12. Rola i zadania pedagoga w świetle poglądów naturalizmu pedagogicznego.(pyt 33)
l) Powinien wspierać ucznia w jego procesie samorealizacji
2) Powinien mieć szacunek do ucznia 3) Powinien stawiać ucznia na równym poziomie z samym sobą 4) Powinien dużo rozmawiać z uczniem, żeby mógł się jak najwięcej o nim dowiedzieć, nie tylko przez rozmowę, ale również przez obserwacje 5) Powinien być nie tylko nauczycielem, ale także przyjacielem i wsparciem dla ucznia, czyli powinien zachowywać wieczną młodość i rozumieć radości i bolączki młodzieży 6) Powinien być nastawiony na indywidualne potrzeby i zainteresowania uczniów 7) Powinien wybierać takie przedmioty o dużej wartości kształcącej, rozwijające zdolności poznawcze i samodzielność myślenia 8) Powinien unikać wszelkich przemów i referatów, których dziecko i tak nie jest w stanie zrozumieć
13. Cele wychowania w pedagogice naturalistycznej. (pyt 34)
1) Głównym celem jest przekształcenie każdego dziecka w pełnowartościowego, dojrzałego człowieka; przygotowanie go do życia publicznego i społecznego 2) Wychowanie nastawione na indywidualizm, rozwój i samorealizację dziecka 3) Wychowanie powinno być nastawione na naturalną ciekawość dziecka i dostosowane do jego wieku (rozwój etapowy) 4) Wychowanie powinno być bezstresowe tzn, że brak jest negatywnego, hamującego stresu, ale taki stres, który będzie dziecko mobilizował występuje 5) Wychowanie nie obejmuje kar, ocen itp.- nie występuje to 6) Wychowanie powinno mieć na celu wyrobienie w dziecku przyzwyczajeń zgodnych z naturą 7) Dziecko musi znać swoje prawa, nie można go poniżać, upokarzać, bo to obniża ich samoocenę i godzi w ich godność 8) Niedopuszczalne jest narzucanie czegokolwiek, a także zahamowanie indywidualnych predyspozycji i zachowań dziecka
l) Wychowanie powinno być zgodne z rozumem, z naturą dziecka.
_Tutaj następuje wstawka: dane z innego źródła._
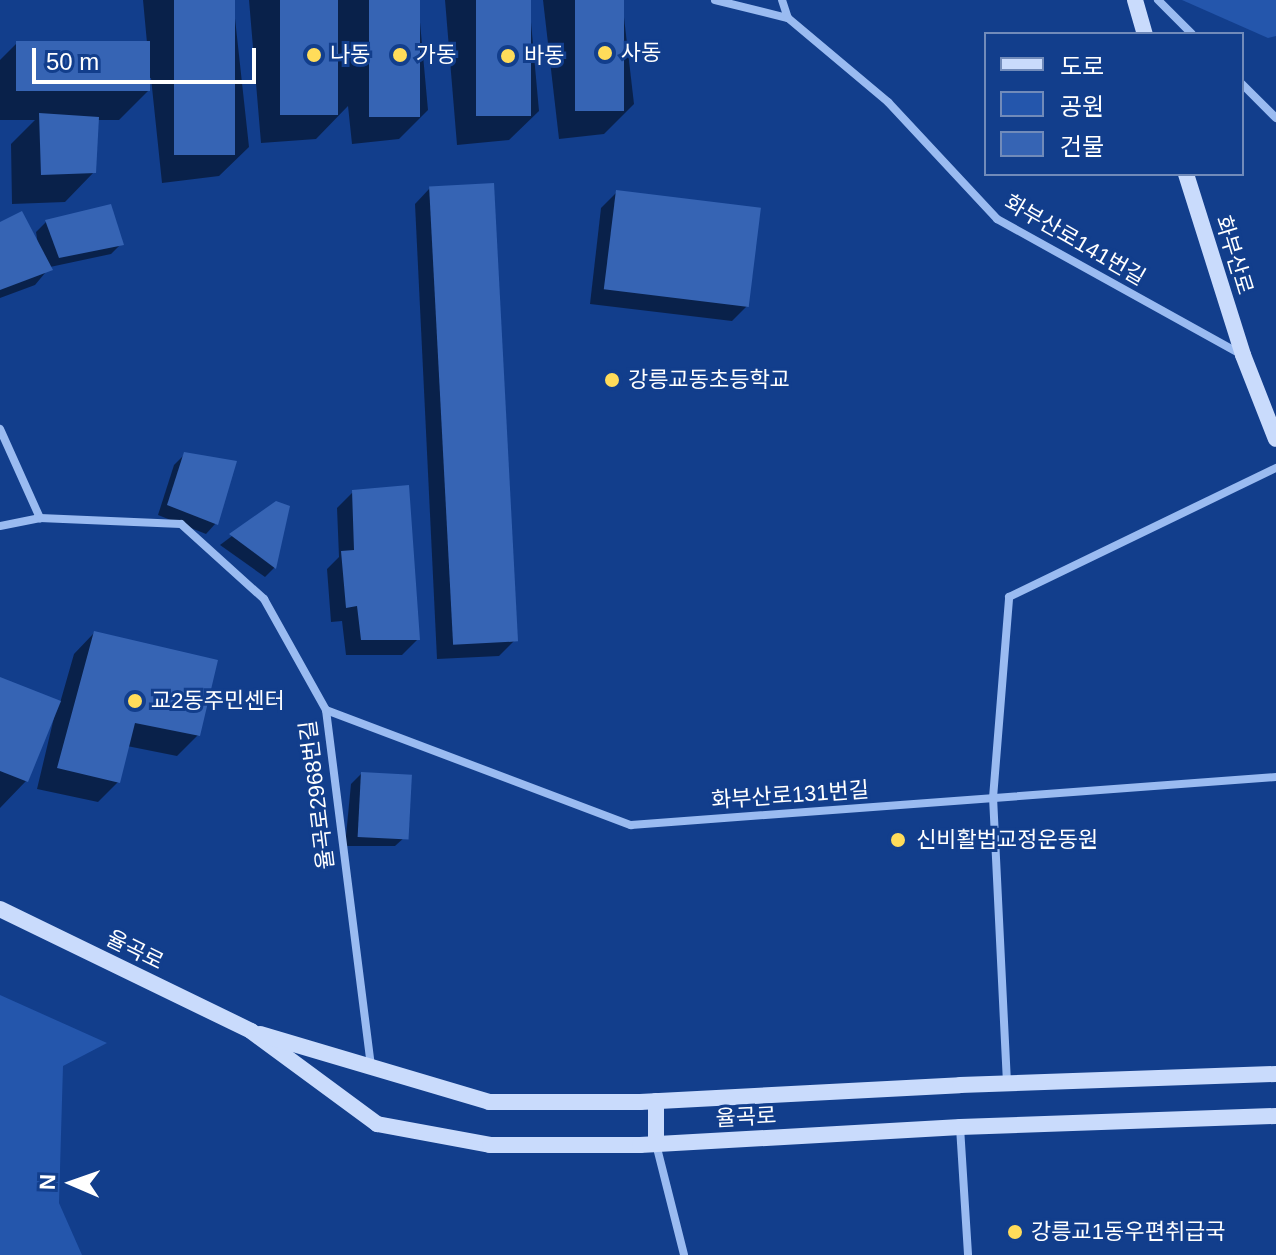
<!DOCTYPE html>
<html>
<head>
<meta charset="utf-8">
<style>
  body { margin:0 }
  #map { position:relative; width:1276px; height:1255px; overflow:hidden; background:#123e8c; font-family:Arial,"Noto Sans KR",sans-serif }
  div>[style] { position:absolute }
  .green>* { inset:0; background:#2456ac }
  .shadow>* { inset:0; background:#0007 }
  .building>* { inset:0; background:#3664b4; transform-origin:0 0 }
  .street>* { height:8px; margin:-4px; padding:0 4px; transform-origin:4px; border-radius:4px; background:#9abbf1 }
  .secondary>* { height:16px; margin:-8px; padding:0 8px; transform-origin:8px; border-radius:8px; background:#c9dbfc }
  .dots>* { width:22px; height:22px; translate:-50% -50%; box-sizing:border-box; border:4px solid #123e8c; border-radius:50% }
  span { translate:-50% -50%; white-space:nowrap; text-align:center; line-height:1.15; -webkit-text-stroke:6px #123e8c; paint-order:stroke }
  .poi-label { font-size:22px; color:#fff }
  .left { translate:0 -50%; text-align:left }
  .street-label { font-size:22px; color:#fff }
  .legend { position:absolute; left:984px; top:32px; width:260px; height:144px; box-sizing:border-box; background:#123e8c; border:2px solid #718bba; margin:0; padding:10px 14px; list-style:none; font-size:24px; color:#fff }
  .legend li { display:flex; align-items:center; gap:16px; height:40px }
  .legend b { width:40px; border:2px solid #718bba }
  .north { position:absolute; left:32px; top:1143px; width:80px; height:80px; -webkit-text-stroke:6px #123e8c; paint-order:stroke; rotate:272deg; font-size:22px; font-weight:700; line-height:32px; text-align:center; color:#fff }
  .north::after { content:''; display:block; margin:auto; width:28px; height:36px; background:#fff; clip-path:polygon(50% 0,100% 100%,50% 72%,0 100%) }
  .scale { position:absolute; left:32px; top:48px; width:224px; height:36px; box-sizing:border-box; border:4px solid #fff; border-top:0; padding-left:10px; font-size:24px; line-height:28px; white-space:nowrap; color:#fff; -webkit-text-stroke:6px #123e8c; paint-order:stroke }
</style>
</head>
<body>
<div id="map">
  <div class="green">
    <div style="clip-path:polygon(1182px 0,1276px 0,1276px 36px,1268px 38px)"></div>
    <div style="clip-path:polygon(0 995px,107px 1043px,63px 1066px,59px 1203px,82px 1255px,0 1255px)"></div>
  </div>
  <div class="shadow">
    <div style="clip-path:polygon(143px 0,233px 0,249px 147px,219px 176px,162px 183px,151px 78px,148px 78px,148px 91px,119px 120px,97px 120px,94px 172px,65px 202px,12px 204px,11px 144px,35px 120px,0 120px,0 60px,17px 43px,147px 43px)"></div>
    <div style="clip-path:polygon(249px 0,418px 0,428px 110px,399px 139px,352px 144px,348px 106px,316px 139px,261px 143px)"></div>
    <div style="clip-path:polygon(445px 0,529px 0,539px 111px,509px 140px,457px 145px)"></div>
    <div style="clip-path:polygon(543px 0,622px 0,634px 104px,604px 134px,559px 139px)"></div>
    <div style="clip-path:polygon(430px 188px,515px 640px,499px 656px,437px 659px,415px 204px)"></div>
    <div style="clip-path:polygon(617px 192px,748px 305px,732px 321px,590px 304px,601px 208px)"></div>
    <div style="clip-path:polygon(46px 222px,121px 244px,111px 254px,50px 267px,35px 285px,0 298px,0 224px,38px 245px,36px 232px)"></div>
    <div style="clip-path:polygon(185px 454px,216px 523px,206px 534px,158px 515px,174px 465px)"></div>
    <div style="clip-path:polygon(353px 492px,418px 639px,402px 655px,346px 655px,342px 621px,331px 622px,327px 569px,339px 557px,337px 508px)"></div>
    <div style="clip-path:polygon(276px 503px,274px 568px,265px 577px,220px 545px)"></div>
    <div style="clip-path:polygon(94px 633px,198px 735px,177px 756px,127px 746px,118px 782px,98px 802px,37px 789px,57px 705px,26px 781px,0 808px,0 679px,60px 703px,74px 654px)"></div>
    <div style="clip-path:polygon(361px 774px,406px 836px,395px 846px,345px 846px,351px 784px)"></div>
  </div>
  <div class="building">
    <div style="left:174px;top:0;width:61px;height:155px"></div>
    <div style="left:280px;top:0;width:58px;height:115px"></div>
    <div style="left:369px;top:0;width:51px;height:117px"></div>
    <div style="left:476px;top:0;width:55px;height:116px"></div>
    <div style="left:575px;top:0;width:49px;height:111px"></div>
    <div style="left:16px;top:41px;width:134px;height:50px"></div>
    <div style="clip-path:polygon(39px 113px,99px 117px,96px 173px,41px 175px)"></div>
    <div style="left:494px;top:183px;width:459px;height:65px;rotate:87deg"></div>
    <div style="left:616px;top:190px;width:146px;height:100px;rotate:7deg"></div>
    <div style="clip-path:polygon(111px 204px,124px 245px,59px 258px,45px 220px)"></div>
    <div style="clip-path:polygon(22px 211px,53px 270px,0 290px,0 222px)"></div>
    <div style="clip-path:polygon(184px 452px,237px 461px,218px 525px,167px 505px)"></div>
    <div style="clip-path:polygon(409px 485px,420px 640px,361px 640px,357px 606px,346px 608px,341px 551px,354px 550px,352px 490px)"></div>
    <div style="clip-path:polygon(276px 501px,290px 506px,276px 569px,229px 534px)"></div>
    <div style="clip-path:polygon(94px 631px,218px 660px,200px 736px,135px 723px,120px 783px,57px 768px)"></div>
    <div style="clip-path:polygon(0 677px,61px 701px,28px 782px,0 771px)"></div>
    <div style="left:361px;top:772px;width:51px;height:65px;rotate:3deg"></div>
  </div>
  <div class="street">
    <div style="left:715px;top:0;width:75px;rotate:13.9deg"></div>
    <div style="left:788px;top:18px;width:131px;rotate:40deg"></div>
    <div style="left:888px;top:102px;width:160px;rotate:47deg"></div>
    <div style="left:997px;top:219px;width:280px;rotate:29deg"></div>
    <div style="left:782px;top:0;width:19px;rotate:72deg"></div>
    <div style="left:1158px;top:0;width:48px;rotate:45deg"></div>
    <div style="left:1242px;top:84px;width:48px;rotate:45deg"></div>
    <div style="left:0;top:429px;width:98px;rotate:65.8deg"></div>
    <div style="left:40px;top:518px;width:141px;rotate:2.4deg"></div>
    <div style="left:181px;top:524px;width:112px;rotate:42.1deg"></div>
    <div style="left:264px;top:599px;width:127px;rotate:60.8deg"></div>
    <div style="left:326px;top:710px;width:358px;rotate:82.8deg"></div>
    <div style="left:0;top:526px;width:41px;rotate:-11.3deg"></div>
    <div style="left:326px;top:710px;width:326px;rotate:20.7deg"></div>
    <div style="left:631px;top:825px;width:647px;rotate:-4.26deg"></div>
    <div style="left:1007px;top:1083px;width:285px;rotate:-92.8deg"></div>
    <div style="left:993px;top:798px;width:202px;rotate:-85.4deg"></div>
    <div style="left:1009px;top:597px;width:297px;rotate:-25.8deg"></div>
    <div style="left:960px;top:1127px;width:128px;rotate:86.4deg"></div>
    <div style="left:656px;top:1144px;width:114px;rotate:75.8deg"></div>
  </div>
  <div class="secondary">
    <div style="left:1135px;top:0;width:35px;rotate:74deg"></div>
    <div style="left:1186px;top:174px;width:190px;rotate:72.5deg"></div>
    <div style="left:1243px;top:355px;width:90px;rotate:68.6deg"></div>
    <div style="left:0;top:909px;width:279px;rotate:25.9deg"></div>
    <div style="left:251px;top:1031px;width:157px;rotate:36.4deg"></div>
    <div style="left:377px;top:1124px;width:115px;rotate:10.5deg"></div>
    <div style="left:490px;top:1145px;width:150px"></div>
    <div style="left:640px;top:1145px;width:321px;rotate:-3.2deg"></div>
    <div style="left:960px;top:1127px;width:316px;rotate:-2deg"></div>
    <div style="left:260px;top:1034px;width:239px;rotate:16.5deg"></div>
    <div style="left:489px;top:1102px;width:151px"></div>
    <div style="left:640px;top:1102px;width:320px;rotate:-3deg"></div>
    <div style="left:960px;top:1085px;width:316px;rotate:-2deg"></div>
    <div style="left:656px;top:1101px;width:43px;rotate:90deg"></div>
  </div>
  <div class="dots">
    <div style="left:605px;top:53px;background:#ffdc5a"></div>
    <div style="left:314px;top:55px;background:#ffdc5a"></div>
    <div style="left:400px;top:55px;background:#ffdc5a"></div>
    <div style="left:508px;top:56px;background:#ffdc5a"></div>
    <div style="left:612px;top:380px;background:#ffdc5a"></div>
    <div style="left:135px;top:701px;background:#ffdc5a"></div>
    <div style="left:898px;top:840px;background:#ffdc5a"></div>
    <div style="left:1015px;top:1232px;background:#ffdc5a"></div>
  </div>
  <div class="poi-label">
    <span class="left" style="left:621px;top:53px">사동</span>
    <span class="left" style="left:330px;top:55px">나동</span>
    <span class="left" style="left:416px;top:55px">가동</span>
    <span class="left" style="left:524px;top:56px">바동</span>
    <span class="left" style="left:628px;top:380px">강릉교동초등학교</span>
    <span class="left" style="left:151px;top:701px">교2동주민센터</span>
    <span class="left" style="left:916px;top:840px">신비활법교정운동원</span>
    <span class="left" style="left:1031px;top:1232px">강릉교1동우편취급국</span>
  </div>
  <div class="street-label">
    <span style="left:1075px;top:240px;rotate:30deg">화부산로141번길</span>
    <span style="left:1234px;top:255px;rotate:73deg">화부산로</span>
    <span style="left:317px;top:795px;rotate:-97deg">율곡로2968번길</span>
    <span style="left:790px;top:795px;rotate:-4deg">화부산로131번길</span>
    <span style="left:135px;top:950px;rotate:26deg">율곡로</span>
    <span style="left:746px;top:1117px;rotate:-3deg">율곡로</span>
  </div>
  <ul class="legend">
  <li><b style="height:10px;background:#c9dbfc"></b>도로</li>
  <li><b style="height:22px;background:#2456ac"></b>공원</li>
  <li><b style="height:22px;background:#3664b4"></b>건물</li>
  </ul>
  <div class="north">N</div>
  <div class="scale">50 m</div>
</div>
</body>
</html>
Rozwijać naturę dziecka może tylko sama natura, ale nie skażona przez niszczycielską działalność człowieka. Kiedy z wychowania wyeliminujemy złe wpływy ludzi to dobra z zasady natura dziecka rozwinie się we właściwym kierunku. 2) Wychowanie miało kształtować człowieka poprzez wyzwalanie jego naturalnych, spontanicznych i indywidualnych sił. Musiał się także liczyć z zakodowaną specyfiką określonego dziecka, musiało być indywidualne i tworzyć takie warunki, by natura mogła swobodnie się rozwijać. 3) Wychowanie naturalne podkreślało konieczność rozwoju fizycznego dziecka. Odrzucało wszystko, cokolwiek mogło mieć jakieś powiązanie ze sferą pozarozumową, a stawiało wyłącznie na rozum, nazywany często również naturą, uważaną za jedyne źródło wiedzy i nauki. 4) Wychowanie naturalne zakładało możliwość uczenia religii naturalnej opartej na rozumie - naturze wspólnej dla całej ludzkości. Ten nowy nurt uwalniał człowieka od odpowiedzialności za grzech pierworodny i zakładał równocześnie podstawy dla nowego poglądu na świat, opartego na danych rozumowych i przekonaniu o dobroci natury ludzkiej. 5) Celem wychowania miała być mądrość, dobroć, siła, umiarkowanie, miłość i przyjaźń. Wszystko to zdobywano za pośrednictwem rozumu i ścisłego myślenia, za pośrednictwem przemyślanego i zrozumiałego języka oraz przez poznanie życia 6)Głównym celem wychowania powinno być przekształcenie każdego dziecka w pełnowartościowego i dojrzałego człowieka, który stanowiłby użyteczną cząstkę społeczeństwa. 7) Celem powinno też być przygotowanie człowieka do spełniania jego społecznych i obywatelskich obowiązków. 8) Ostatecznym celem wychowania jest wyrobienie w dziecku przyzwyczajeń zgodnych z naturą. Wtedy będzie on człowiekiem natury, osobą niezależną od nikogo, całkowicie fizycznie i duchowo niepodległą, w pełni świadomą swych praw. Człowiekowi potrzeba wychowania naturalnego, które zaprowadzi go do szczęścia. Wychowanie to przygotuje ludzi całkowicie sobie równych, których wspólnym powołaniem będzie "stan człowieczeństwa". "Być człowiekiem - według Rousseau - to nasza najistotniejsza umiejętność i ten jest najlepiej wychowany, kto najlepiej potrafi znieść dobro i zło, które życie przynosi" Dlatego wychowanie polega na ćwiczeniach dających człowiekowi jak najwięcej odczucia życia. 9) Wychowanie musi być dostosowane do wieku dziecka, musi uwzględniać jego rozwój fizyczny i umysłowy.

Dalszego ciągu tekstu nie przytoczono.